November 4, 1999

 

A few months ago I fell down the steps at a subway station in Chinatown. I hurt my ass and right middle finger and thumb, but were it not for the putrid smell of the station and the way that I nearly fell right down onto the subway tracks I would likely have forgotten the whole thing.

Two weeks later I realized that my thumb was hurt worse than I realized. It was nothing terminal, and nothing was broken. It just hurt like hell to bend it too far in one direction or another.

One morning while putting my jacket on the thumb twisted all the way backward and I absolutely screamed like hell. It felt like the whole bottom part of my hand had just ripped right off.

I enjoy pain to a certain extent. When the pain that morning forced me to drop the jacket my arm felt exhilarated, like it had been electrocuted. I sort of hopped up and down, and through the haze of a 6:00 a.m. hangover I felt wide-eyed and alive for the first time since falling down those steps (at 7:00 a.m.) two weeks earlier.

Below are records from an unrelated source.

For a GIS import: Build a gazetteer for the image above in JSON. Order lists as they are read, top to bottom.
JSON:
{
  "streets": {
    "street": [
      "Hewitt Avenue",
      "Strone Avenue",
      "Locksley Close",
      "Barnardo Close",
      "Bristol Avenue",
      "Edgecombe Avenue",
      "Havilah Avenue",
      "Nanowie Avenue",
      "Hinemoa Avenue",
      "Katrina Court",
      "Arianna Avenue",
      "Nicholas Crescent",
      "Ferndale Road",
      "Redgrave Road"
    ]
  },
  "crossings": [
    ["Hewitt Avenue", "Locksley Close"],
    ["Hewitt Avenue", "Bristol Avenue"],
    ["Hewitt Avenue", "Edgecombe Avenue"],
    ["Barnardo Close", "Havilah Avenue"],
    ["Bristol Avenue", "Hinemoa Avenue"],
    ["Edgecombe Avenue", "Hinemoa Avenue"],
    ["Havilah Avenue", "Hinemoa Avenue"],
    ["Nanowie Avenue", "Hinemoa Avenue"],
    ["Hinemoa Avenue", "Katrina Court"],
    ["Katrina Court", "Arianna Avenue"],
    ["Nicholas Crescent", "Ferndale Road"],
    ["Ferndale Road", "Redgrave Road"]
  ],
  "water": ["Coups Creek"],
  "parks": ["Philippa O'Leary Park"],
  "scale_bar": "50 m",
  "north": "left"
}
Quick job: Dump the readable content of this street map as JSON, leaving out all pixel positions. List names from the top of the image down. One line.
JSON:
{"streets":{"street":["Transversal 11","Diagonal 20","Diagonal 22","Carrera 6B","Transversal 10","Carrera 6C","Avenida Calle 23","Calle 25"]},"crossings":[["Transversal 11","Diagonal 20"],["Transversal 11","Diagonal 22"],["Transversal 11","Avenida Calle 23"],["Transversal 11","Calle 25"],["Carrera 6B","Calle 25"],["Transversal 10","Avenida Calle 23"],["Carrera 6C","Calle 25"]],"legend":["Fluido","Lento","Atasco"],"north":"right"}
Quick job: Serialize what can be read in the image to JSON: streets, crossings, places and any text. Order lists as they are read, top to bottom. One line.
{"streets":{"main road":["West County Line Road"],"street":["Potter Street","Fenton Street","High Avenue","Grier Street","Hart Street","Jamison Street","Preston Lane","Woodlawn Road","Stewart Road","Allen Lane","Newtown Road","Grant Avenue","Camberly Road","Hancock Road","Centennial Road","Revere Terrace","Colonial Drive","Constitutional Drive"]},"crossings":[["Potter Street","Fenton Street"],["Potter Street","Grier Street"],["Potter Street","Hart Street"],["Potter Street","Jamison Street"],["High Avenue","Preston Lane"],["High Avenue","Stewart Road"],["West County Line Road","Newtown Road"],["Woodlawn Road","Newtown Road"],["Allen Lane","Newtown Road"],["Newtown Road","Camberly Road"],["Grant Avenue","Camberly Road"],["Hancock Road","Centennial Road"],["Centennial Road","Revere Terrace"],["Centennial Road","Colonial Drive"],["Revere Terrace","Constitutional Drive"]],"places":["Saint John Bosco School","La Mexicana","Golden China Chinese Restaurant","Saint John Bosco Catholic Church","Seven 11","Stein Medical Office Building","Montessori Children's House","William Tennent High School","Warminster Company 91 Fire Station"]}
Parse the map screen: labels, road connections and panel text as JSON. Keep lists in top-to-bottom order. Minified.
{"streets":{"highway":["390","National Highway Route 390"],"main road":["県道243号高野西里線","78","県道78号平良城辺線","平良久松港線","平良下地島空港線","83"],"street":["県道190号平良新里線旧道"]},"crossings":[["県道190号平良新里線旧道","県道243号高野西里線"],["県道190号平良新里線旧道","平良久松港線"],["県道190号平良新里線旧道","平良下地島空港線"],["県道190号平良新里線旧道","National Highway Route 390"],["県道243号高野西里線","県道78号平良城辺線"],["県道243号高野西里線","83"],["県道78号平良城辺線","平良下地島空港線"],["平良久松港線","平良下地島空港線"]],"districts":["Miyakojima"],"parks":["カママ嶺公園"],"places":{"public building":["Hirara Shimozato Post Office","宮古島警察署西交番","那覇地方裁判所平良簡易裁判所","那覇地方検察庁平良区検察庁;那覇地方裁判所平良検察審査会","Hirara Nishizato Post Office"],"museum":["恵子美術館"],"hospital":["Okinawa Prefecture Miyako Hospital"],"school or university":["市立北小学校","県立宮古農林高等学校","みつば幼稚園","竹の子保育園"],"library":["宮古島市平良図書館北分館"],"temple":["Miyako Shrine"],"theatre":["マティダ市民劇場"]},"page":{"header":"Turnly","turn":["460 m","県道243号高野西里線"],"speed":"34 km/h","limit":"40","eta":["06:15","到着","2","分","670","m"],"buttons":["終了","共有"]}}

Some days it feels like experiences (or lack of them) have accumulated in my body, and it takes pain or terror to cleanse the palette, to remind me that I am alive.

 

 

At summer camp in Tennessee one year a few of us discovered a gutted out building. It was really beautiful in its torn-up condition. An old, vast, southern building with glad, sprawling staircases and massive living rooms.

But it was deserted, and it was 11:00 at night; the staircases were festering and the floors were full of gaping holes that led to God knew where.

We raced through the building laughing and talking nonsense when a dog appeared barking so loudly and angrily and unexpectedly that I screamed and screamed and screamed and my hands and forearms shook and I would later swear I had left the ground for several consecutive seconds.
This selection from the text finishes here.